Zurich - Coupables, neuf militants du climat écopent de jours-amendes avec sursis
Publié

ZurichCoupables, neuf militants du climat écopent de jours-amendes avec sursis

Une soixantaine d’activistes avaient bloqué l’entrée d’un bâtiment de Credit Suisse en juillet 2019. Neuf d’entre eux avaient contesté leur condamnation par ordonnance pénale. Ils feront appel.

Le 8 juillet 2019, une soixantaine de militants du mouvement «Collective Climate Justice» avaient barricadé l’entrée du Credit Suisse sur la Paradeplatz à Zurich.

Le 8 juillet 2019, une soixantaine de militants du mouvement «Collective Climate Justice» avaient barricadé l’entrée du Credit Suisse sur la Paradeplatz à Zurich.

Lecteur Reporter

Huit militants climatiques ont été reconnus coupables vendredi de contrainte et de violation de domicile par un tribunal zurichois. Ils écopent de peine de 40 jours-amendes à 10 francs avec sursis.
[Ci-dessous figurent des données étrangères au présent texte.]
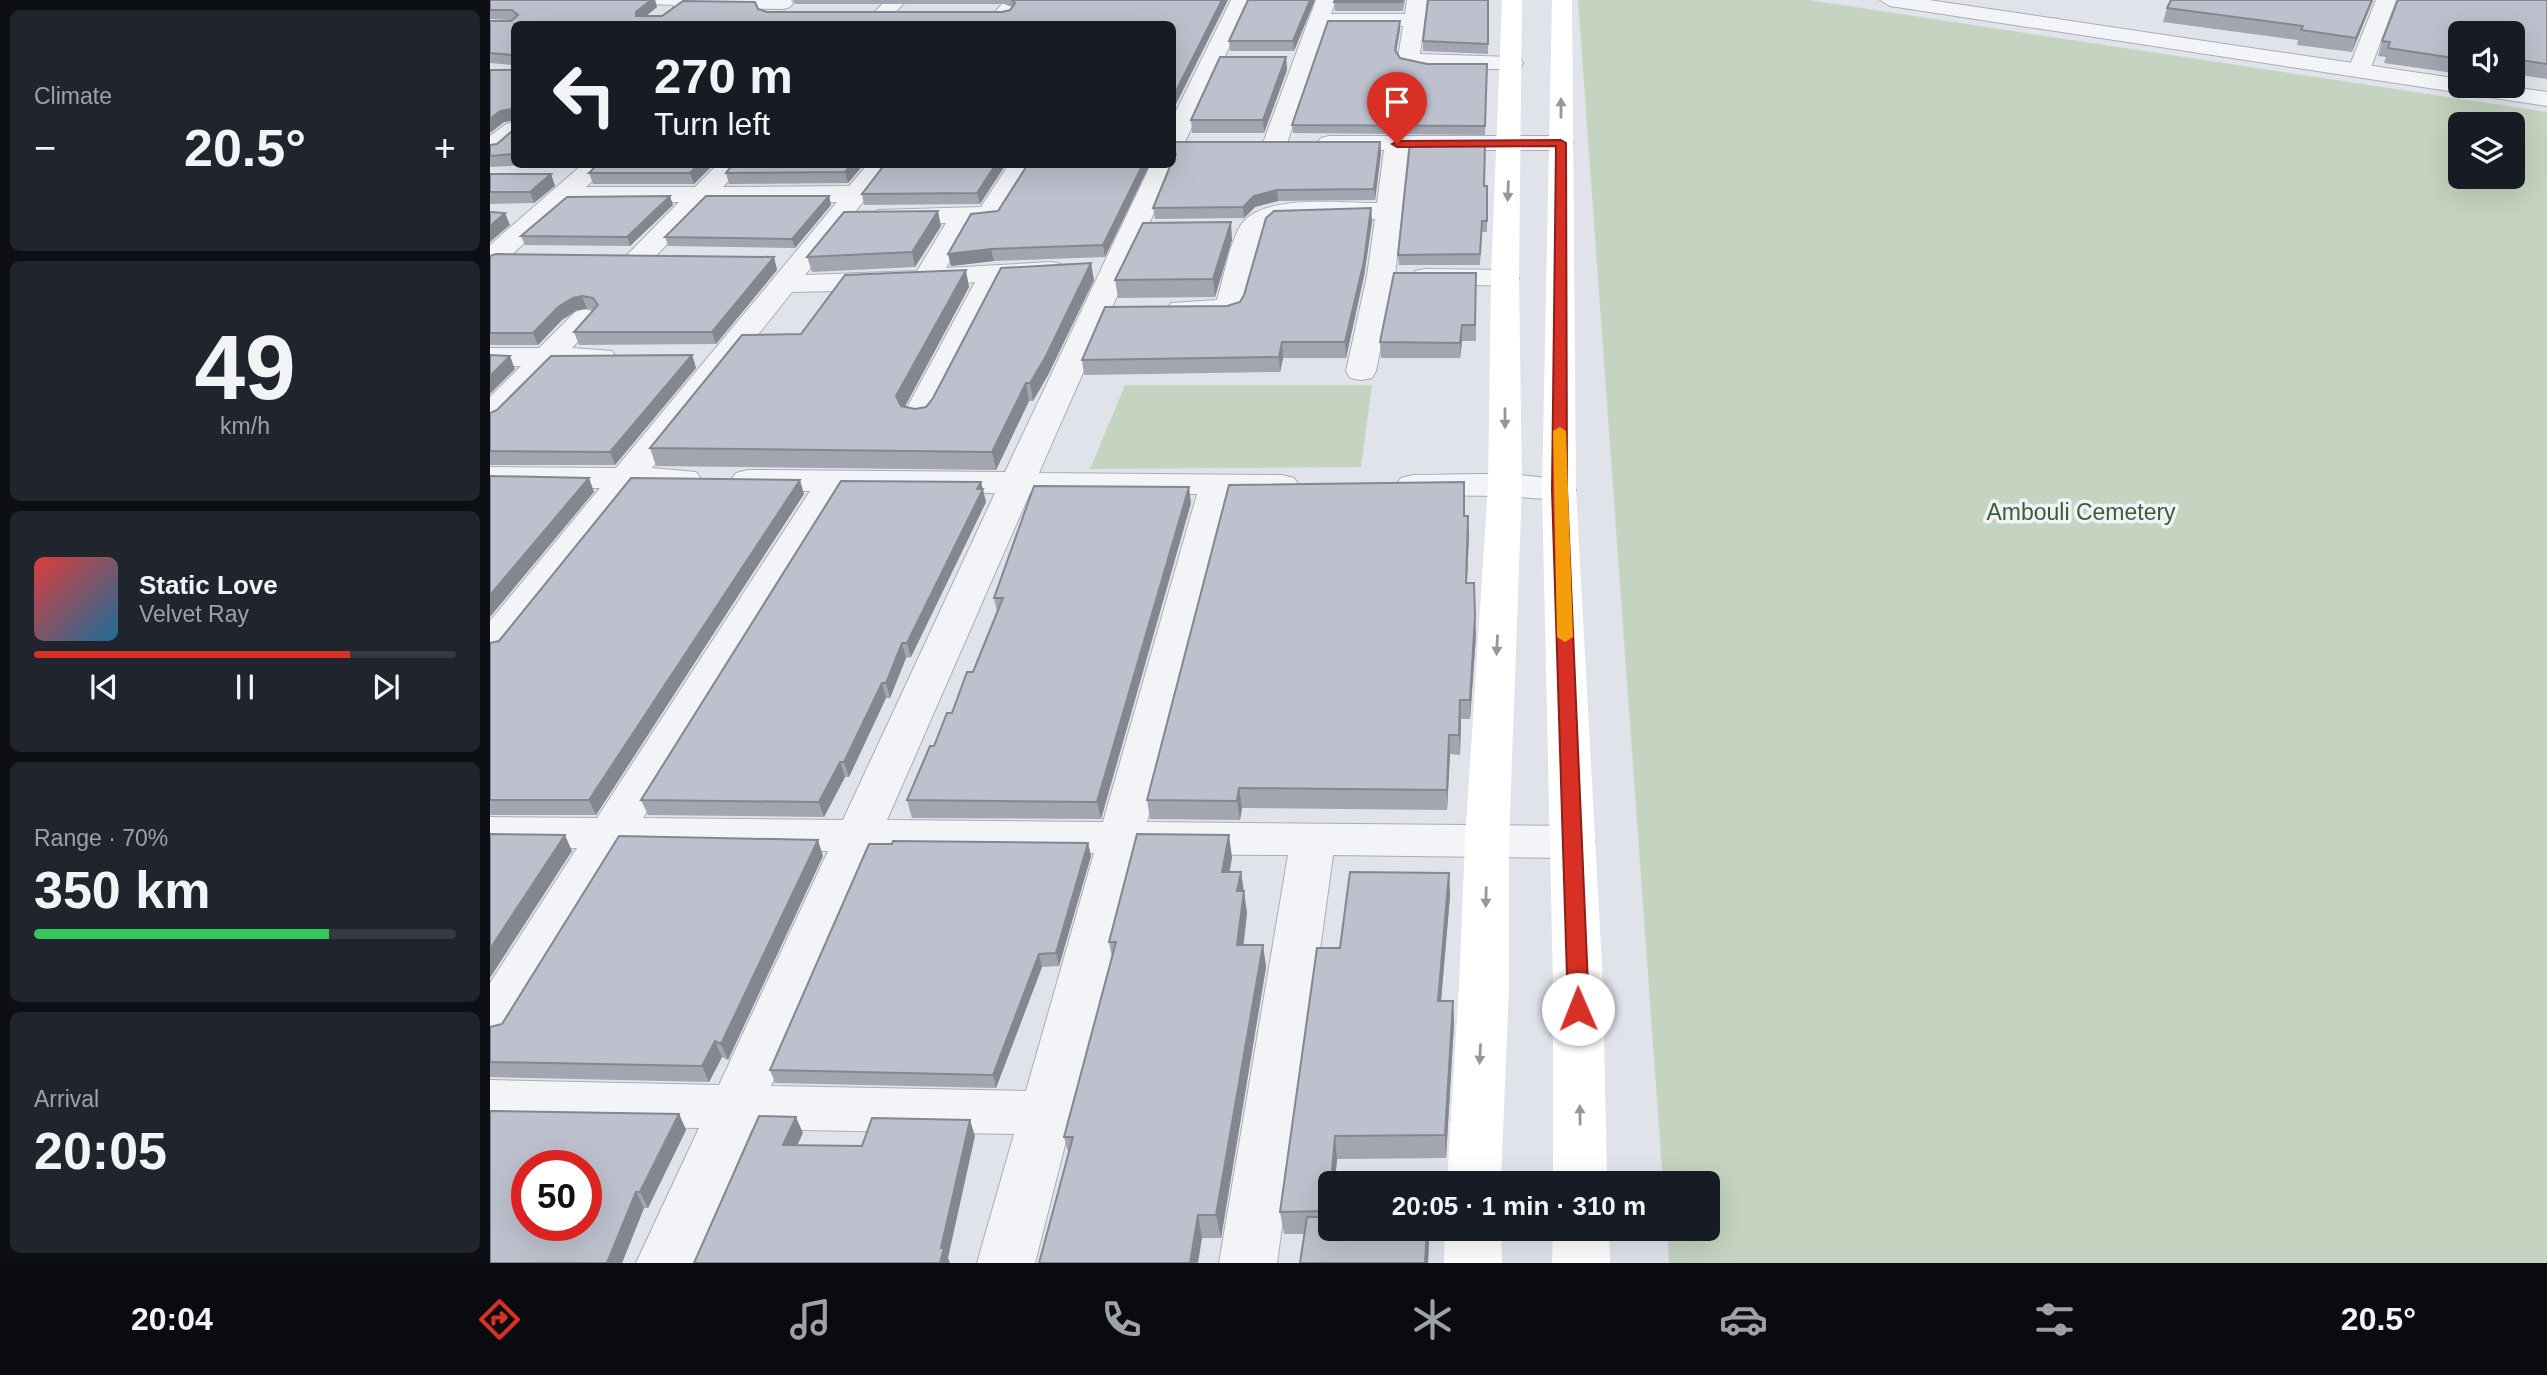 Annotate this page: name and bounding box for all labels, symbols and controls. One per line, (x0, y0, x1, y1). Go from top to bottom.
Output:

Le neuvième écope d’une peine de 30 jours-amendes à 10 francs avec sursis, uniquement pour contrainte.

Avec d’autres militants, ils avaient barricadé l’entrée du siège de Credit Suisse sur la Paradeplatz de Zurich durant cinq heures le 8 juillet 2019. Ils exigeaient que la banque cesse de financer les secteurs du charbon, du pétrole et du gaz.

D’autres moyens de lutte, selon le procureur

Le procureur Daniel Kloiber avait requis une peine beaucoup plus sévère de 90 jours-amendes à 30 francs avec sursis. Dans son réquisitoire, il avait estimé qu’il n’y avait «pas de situation d’urgence et que ce n’est pas comme ça que le système politique fonctionne en Suisse». Il a ajouté que les militants auraient pu s’impliquer dans le processus politique, mais qu’il était tout simplement plus facile de faire tout un cinéma ce matin de juillet 2019.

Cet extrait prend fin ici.